═══ Given records ═══
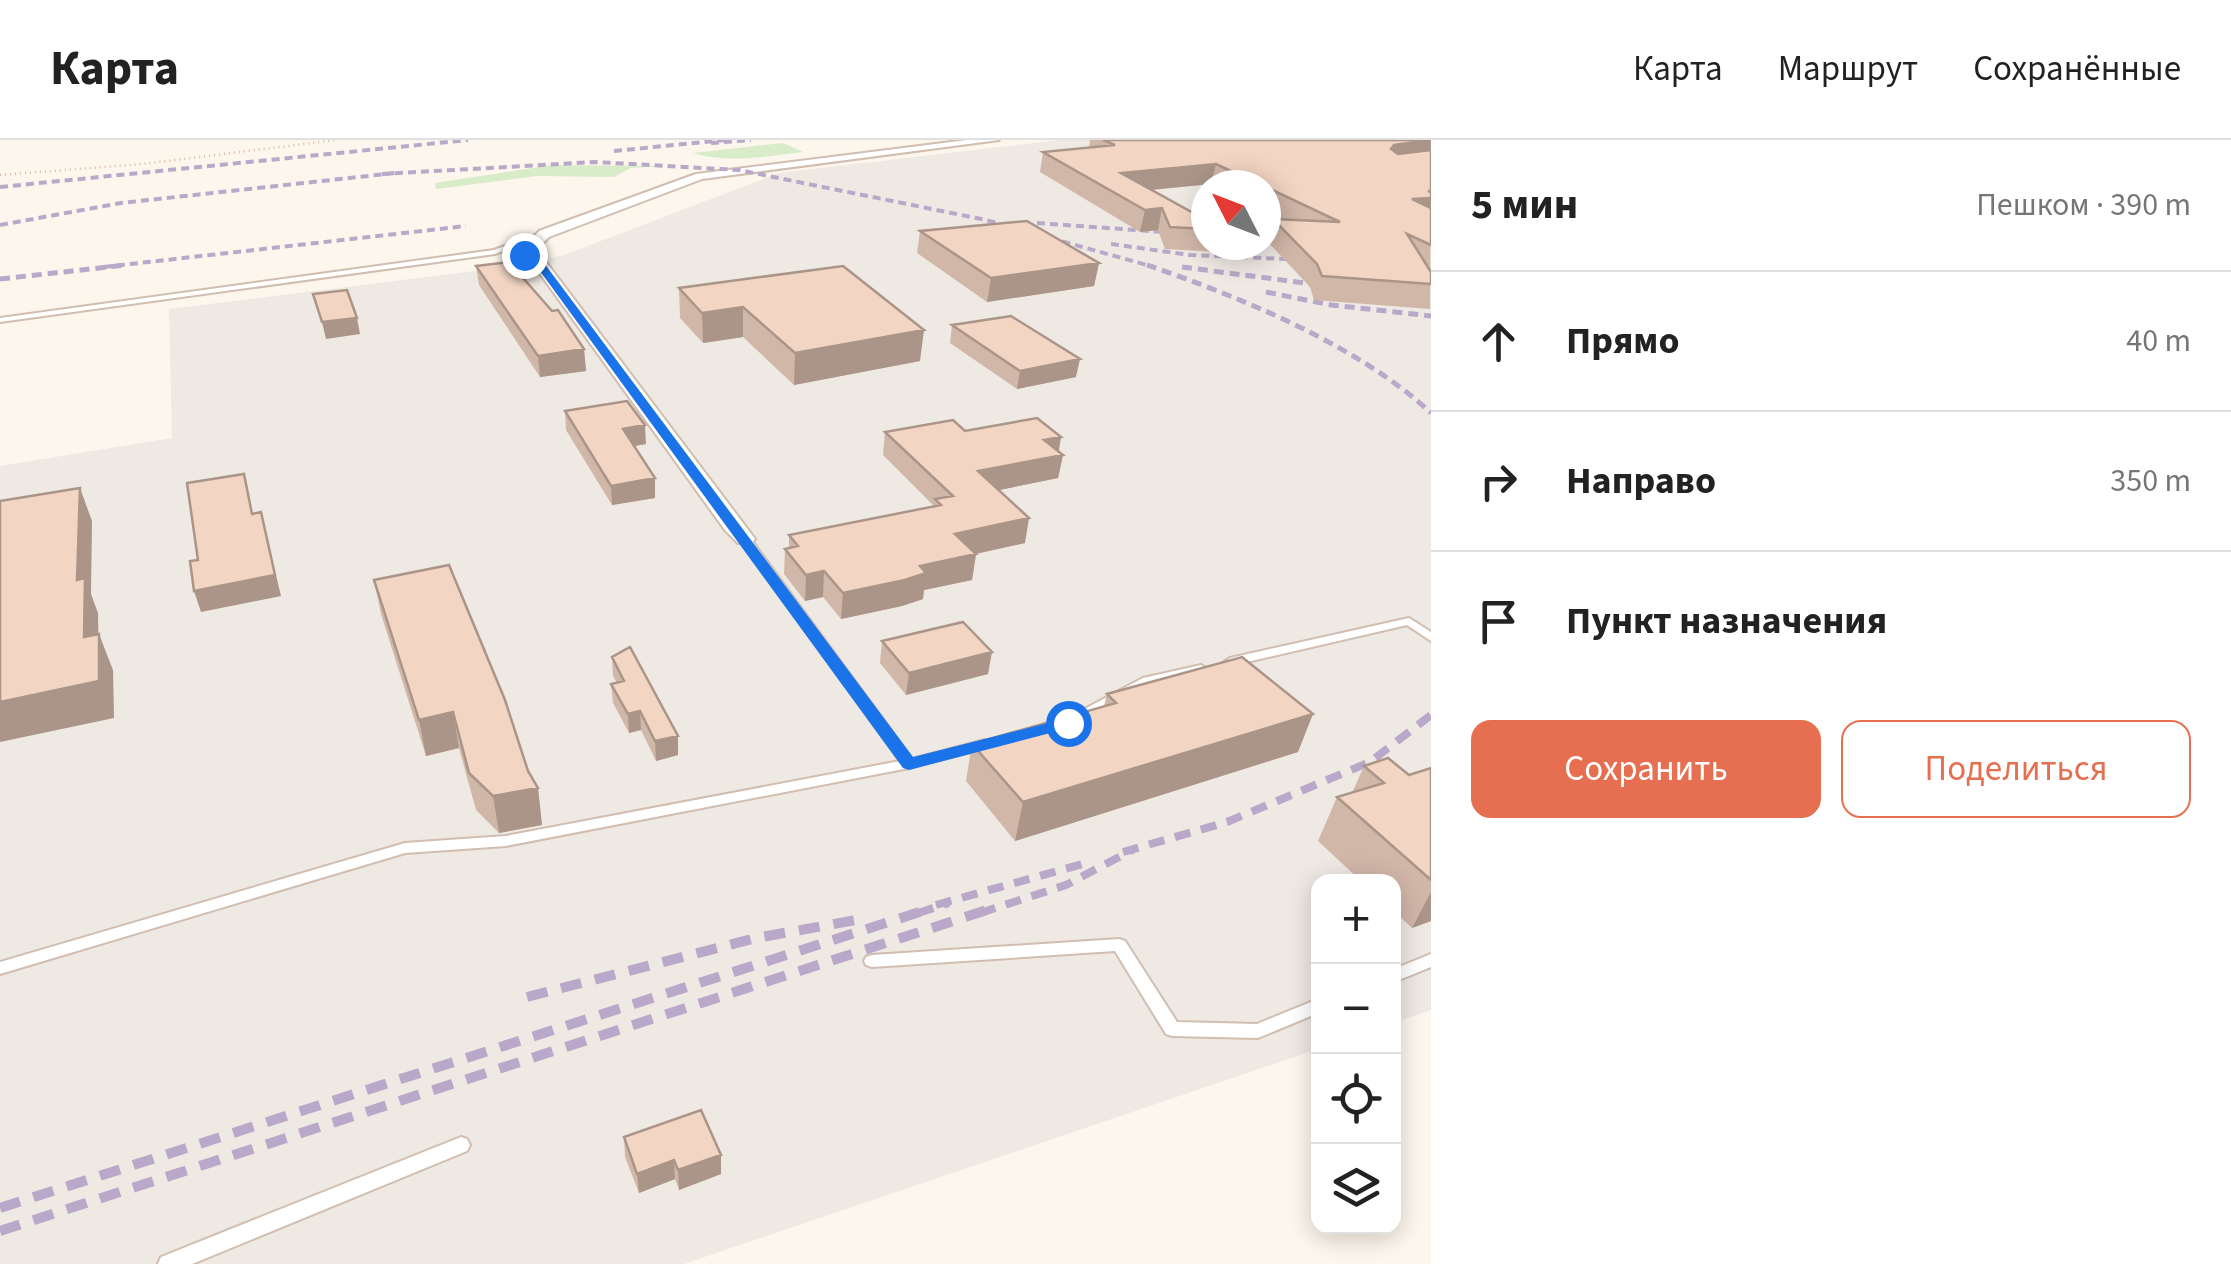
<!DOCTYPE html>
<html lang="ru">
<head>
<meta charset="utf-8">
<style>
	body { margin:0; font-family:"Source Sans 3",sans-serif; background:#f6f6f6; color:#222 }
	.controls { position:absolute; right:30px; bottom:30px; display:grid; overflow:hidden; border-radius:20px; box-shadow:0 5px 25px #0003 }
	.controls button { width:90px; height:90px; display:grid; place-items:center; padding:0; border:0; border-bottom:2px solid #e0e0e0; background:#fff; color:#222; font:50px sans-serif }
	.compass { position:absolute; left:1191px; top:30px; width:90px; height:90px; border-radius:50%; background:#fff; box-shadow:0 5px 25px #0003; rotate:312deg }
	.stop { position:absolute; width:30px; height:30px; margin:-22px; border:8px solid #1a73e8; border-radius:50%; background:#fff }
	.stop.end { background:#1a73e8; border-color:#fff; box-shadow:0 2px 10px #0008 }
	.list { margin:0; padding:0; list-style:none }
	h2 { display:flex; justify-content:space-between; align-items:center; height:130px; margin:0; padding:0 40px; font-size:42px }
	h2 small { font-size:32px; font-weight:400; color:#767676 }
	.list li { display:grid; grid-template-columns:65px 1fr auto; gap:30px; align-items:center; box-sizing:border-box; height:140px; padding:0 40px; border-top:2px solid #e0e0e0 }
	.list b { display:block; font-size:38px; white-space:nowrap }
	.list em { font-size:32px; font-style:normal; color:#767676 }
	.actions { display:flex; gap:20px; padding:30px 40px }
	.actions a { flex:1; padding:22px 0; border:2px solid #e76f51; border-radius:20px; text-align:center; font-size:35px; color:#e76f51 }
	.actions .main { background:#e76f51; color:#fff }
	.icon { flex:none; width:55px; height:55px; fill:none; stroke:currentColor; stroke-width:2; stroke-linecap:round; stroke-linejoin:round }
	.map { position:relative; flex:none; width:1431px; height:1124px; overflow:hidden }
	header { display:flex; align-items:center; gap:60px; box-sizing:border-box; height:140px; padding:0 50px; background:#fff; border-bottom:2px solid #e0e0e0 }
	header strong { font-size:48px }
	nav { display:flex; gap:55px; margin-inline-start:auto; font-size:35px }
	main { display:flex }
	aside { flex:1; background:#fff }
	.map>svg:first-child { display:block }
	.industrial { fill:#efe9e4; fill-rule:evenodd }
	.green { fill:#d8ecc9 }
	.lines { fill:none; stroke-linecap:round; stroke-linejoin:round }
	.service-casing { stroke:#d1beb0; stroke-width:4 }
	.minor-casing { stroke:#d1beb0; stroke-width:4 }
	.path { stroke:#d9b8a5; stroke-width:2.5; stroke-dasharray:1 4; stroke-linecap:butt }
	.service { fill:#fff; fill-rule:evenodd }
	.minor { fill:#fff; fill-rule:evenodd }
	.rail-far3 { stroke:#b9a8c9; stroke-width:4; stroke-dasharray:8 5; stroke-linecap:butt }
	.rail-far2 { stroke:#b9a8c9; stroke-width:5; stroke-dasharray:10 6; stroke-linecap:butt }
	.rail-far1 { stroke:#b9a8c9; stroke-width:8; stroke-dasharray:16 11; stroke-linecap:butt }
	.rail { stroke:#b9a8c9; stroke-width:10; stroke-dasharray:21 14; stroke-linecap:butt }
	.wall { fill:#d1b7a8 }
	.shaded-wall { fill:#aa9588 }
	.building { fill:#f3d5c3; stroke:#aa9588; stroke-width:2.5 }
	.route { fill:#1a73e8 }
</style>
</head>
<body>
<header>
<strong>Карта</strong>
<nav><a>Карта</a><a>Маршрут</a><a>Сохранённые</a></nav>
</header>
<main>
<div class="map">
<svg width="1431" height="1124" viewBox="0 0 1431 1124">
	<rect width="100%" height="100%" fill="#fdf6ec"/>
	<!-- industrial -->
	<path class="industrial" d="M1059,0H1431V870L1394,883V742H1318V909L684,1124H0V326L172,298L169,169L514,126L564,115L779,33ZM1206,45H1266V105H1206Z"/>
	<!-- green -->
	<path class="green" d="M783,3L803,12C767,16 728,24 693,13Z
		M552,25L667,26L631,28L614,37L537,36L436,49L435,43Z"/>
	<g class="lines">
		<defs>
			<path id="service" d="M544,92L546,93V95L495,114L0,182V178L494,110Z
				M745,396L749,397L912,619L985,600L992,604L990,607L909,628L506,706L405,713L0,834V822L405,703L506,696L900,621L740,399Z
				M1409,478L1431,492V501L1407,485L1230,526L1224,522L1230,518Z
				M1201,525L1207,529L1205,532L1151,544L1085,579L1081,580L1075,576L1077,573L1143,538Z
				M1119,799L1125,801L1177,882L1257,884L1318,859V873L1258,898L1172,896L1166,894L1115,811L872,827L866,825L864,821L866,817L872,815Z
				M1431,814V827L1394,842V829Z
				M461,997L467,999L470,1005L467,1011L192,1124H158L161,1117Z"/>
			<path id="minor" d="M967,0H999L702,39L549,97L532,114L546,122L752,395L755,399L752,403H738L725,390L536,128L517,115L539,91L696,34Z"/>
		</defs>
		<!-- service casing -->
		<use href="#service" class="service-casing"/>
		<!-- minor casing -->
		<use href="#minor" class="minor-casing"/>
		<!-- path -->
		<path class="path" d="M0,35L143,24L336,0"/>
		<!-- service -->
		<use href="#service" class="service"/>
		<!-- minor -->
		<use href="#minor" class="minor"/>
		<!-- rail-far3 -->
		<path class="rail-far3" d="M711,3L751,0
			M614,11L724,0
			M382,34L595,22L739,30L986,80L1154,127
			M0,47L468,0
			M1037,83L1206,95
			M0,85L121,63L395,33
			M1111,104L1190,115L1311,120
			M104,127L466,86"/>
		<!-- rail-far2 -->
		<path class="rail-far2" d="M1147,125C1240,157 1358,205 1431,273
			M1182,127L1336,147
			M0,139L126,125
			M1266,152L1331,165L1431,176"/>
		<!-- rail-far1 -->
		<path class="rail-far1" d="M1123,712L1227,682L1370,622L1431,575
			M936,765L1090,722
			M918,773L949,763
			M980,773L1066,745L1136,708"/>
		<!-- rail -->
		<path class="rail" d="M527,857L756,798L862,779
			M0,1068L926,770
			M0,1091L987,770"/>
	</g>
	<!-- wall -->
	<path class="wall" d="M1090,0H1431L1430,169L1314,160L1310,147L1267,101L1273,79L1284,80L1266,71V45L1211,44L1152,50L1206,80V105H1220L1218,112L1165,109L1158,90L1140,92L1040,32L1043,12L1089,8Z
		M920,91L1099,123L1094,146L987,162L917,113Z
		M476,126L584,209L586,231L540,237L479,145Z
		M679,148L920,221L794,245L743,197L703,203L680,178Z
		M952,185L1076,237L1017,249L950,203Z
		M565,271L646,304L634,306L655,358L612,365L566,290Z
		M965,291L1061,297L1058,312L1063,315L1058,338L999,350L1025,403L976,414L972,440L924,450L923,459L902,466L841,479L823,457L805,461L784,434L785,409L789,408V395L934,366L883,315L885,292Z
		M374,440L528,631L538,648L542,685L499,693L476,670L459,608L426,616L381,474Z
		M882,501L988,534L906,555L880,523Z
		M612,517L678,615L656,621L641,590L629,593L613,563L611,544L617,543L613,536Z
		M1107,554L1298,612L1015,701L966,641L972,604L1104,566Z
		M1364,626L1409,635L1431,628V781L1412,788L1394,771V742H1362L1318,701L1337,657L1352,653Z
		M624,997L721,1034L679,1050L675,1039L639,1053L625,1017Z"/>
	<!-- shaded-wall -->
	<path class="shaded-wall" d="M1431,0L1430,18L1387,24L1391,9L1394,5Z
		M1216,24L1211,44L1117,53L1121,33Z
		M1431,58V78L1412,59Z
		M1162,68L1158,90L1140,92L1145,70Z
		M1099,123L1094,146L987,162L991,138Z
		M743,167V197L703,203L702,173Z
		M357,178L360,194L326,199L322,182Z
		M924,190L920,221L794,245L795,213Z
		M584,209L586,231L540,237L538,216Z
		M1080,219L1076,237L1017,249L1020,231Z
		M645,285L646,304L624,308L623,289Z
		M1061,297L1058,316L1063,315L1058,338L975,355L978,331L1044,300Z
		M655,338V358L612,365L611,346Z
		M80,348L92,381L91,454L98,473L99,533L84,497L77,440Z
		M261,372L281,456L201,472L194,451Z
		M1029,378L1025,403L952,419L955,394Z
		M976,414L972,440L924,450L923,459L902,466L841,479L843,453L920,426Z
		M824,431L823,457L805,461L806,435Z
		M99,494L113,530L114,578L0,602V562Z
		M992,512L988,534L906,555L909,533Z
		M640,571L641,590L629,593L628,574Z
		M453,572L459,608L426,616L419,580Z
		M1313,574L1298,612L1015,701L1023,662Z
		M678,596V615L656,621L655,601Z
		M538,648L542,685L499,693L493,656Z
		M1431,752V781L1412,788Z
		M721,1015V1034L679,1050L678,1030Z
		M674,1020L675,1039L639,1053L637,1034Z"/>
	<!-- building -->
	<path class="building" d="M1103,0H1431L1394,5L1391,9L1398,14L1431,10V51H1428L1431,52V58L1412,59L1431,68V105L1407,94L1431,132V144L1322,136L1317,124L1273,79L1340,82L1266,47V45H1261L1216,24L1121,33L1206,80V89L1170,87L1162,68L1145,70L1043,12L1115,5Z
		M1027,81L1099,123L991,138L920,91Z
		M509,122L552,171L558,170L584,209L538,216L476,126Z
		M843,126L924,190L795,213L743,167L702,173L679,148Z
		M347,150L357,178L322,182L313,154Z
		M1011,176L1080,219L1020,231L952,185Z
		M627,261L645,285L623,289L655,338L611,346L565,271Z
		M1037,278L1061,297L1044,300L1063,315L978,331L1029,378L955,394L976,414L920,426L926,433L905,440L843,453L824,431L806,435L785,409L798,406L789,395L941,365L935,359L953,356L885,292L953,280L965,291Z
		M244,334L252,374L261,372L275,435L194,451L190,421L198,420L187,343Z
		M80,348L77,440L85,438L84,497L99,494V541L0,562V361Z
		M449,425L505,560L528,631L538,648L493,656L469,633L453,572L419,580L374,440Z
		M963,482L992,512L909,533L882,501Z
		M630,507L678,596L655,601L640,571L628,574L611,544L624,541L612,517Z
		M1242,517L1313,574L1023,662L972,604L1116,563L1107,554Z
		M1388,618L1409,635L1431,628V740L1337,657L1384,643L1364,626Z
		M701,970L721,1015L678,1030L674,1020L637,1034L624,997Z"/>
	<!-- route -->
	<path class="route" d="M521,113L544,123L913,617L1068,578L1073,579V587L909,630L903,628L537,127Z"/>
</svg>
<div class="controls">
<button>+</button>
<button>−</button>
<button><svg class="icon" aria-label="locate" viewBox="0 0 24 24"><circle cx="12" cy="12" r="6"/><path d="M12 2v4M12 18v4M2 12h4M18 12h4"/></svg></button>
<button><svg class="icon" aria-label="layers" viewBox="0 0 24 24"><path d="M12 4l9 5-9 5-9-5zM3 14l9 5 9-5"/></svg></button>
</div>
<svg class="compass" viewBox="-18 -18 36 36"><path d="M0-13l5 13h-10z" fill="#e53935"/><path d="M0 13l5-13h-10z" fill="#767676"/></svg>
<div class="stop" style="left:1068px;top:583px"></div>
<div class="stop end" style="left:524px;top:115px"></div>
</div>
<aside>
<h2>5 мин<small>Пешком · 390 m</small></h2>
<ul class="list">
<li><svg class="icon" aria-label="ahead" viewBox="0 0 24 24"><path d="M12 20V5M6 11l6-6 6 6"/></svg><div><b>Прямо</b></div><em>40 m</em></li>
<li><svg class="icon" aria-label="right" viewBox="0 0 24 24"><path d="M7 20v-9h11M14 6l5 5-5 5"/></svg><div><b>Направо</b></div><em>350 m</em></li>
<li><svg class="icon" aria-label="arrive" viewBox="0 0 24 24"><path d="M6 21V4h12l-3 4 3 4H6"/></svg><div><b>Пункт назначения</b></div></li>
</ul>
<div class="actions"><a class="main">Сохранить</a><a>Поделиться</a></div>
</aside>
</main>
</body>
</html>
═══
_What you will do:_
Tally the lines in the records above that contain the string "compass" and report only the tally.

_Task solution:_
2